* _EXERCISE DETAILS_:
When the material ends, stop; until then, set down every line exactly.
==== DATA TO PROCESS ====
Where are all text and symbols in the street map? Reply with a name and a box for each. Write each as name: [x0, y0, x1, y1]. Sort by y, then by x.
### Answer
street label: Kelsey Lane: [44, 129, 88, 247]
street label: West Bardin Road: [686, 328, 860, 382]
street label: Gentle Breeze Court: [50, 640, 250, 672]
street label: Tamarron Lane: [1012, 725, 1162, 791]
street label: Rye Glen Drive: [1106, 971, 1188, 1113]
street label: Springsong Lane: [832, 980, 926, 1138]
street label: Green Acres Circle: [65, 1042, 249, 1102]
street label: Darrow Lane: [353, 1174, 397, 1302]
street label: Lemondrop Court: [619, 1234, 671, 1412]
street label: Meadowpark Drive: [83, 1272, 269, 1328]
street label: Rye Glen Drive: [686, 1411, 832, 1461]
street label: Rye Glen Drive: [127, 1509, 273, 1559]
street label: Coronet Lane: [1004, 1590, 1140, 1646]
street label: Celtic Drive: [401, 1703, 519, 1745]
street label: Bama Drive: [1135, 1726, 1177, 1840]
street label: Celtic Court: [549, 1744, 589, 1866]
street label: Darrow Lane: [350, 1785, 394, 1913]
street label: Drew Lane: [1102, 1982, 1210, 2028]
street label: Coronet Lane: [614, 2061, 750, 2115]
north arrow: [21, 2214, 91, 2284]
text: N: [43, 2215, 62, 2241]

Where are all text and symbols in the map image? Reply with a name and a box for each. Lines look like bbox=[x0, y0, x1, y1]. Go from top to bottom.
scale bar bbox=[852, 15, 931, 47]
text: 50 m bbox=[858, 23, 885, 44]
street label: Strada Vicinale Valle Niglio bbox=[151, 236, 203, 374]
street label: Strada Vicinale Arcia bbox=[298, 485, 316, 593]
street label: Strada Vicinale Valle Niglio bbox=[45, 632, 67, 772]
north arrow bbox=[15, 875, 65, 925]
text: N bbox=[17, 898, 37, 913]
====
* _ANSWER FOR THE TASK_:
Where are all text and symbols in the street map? Reply with a name and a box for each. Write each as name: [x0, y0, x1, y1]. Sort by y, then by x.
### Answer
street label: Kelsey Lane: [44, 129, 88, 247]
street label: West Bardin Road: [686, 328, 860, 382]
street label: Gentle Breeze Court: [50, 640, 250, 672]
street label: Tamarron Lane: [1012, 725, 1162, 791]
street label: Rye Glen Drive: [1106, 971, 1188, 1113]
street label: Springsong Lane: [832, 980, 926, 1138]
street label: Green Acres Circle: [65, 1042, 249, 1102]
street label: Darrow Lane: [353, 1174, 397, 1302]
street label: Lemondrop Court: [619, 1234, 671, 1412]
street label: Meadowpark Drive: [83, 1272, 269, 1328]
street label: Rye Glen Drive: [686, 1411, 832, 1461]
street label: Rye Glen Drive: [127, 1509, 273, 1559]
street label: Coronet Lane: [1004, 1590, 1140, 1646]
street label: Celtic Drive: [401, 1703, 519, 1745]
street label: Bama Drive: [1135, 1726, 1177, 1840]
street label: Celtic Court: [549, 1744, 589, 1866]
street label: Darrow Lane: [350, 1785, 394, 1913]
street label: Drew Lane: [1102, 1982, 1210, 2028]
street label: Coronet Lane: [614, 2061, 750, 2115]
north arrow: [21, 2214, 91, 2284]
text: N: [43, 2215, 62, 2241]

Where are all text and symbols in the map image? Reply with a name and a box for each. Lines look like bbox=[x0, y0, x1, y1]. Go from top to bottom.
scale bar bbox=[852, 15, 931, 47]
text: 50 m bbox=[858, 23, 885, 44]
street label: Strada Vicinale Valle Niglio bbox=[151, 236, 203, 374]
street label: Strada Vicinale Arcia bbox=[298, 485, 316, 593]
street label: Strada Vicinale Valle Niglio bbox=[45, 632, 67, 772]
north arrow bbox=[15, 875, 65, 925]
text: N bbox=[17, 898, 37, 913]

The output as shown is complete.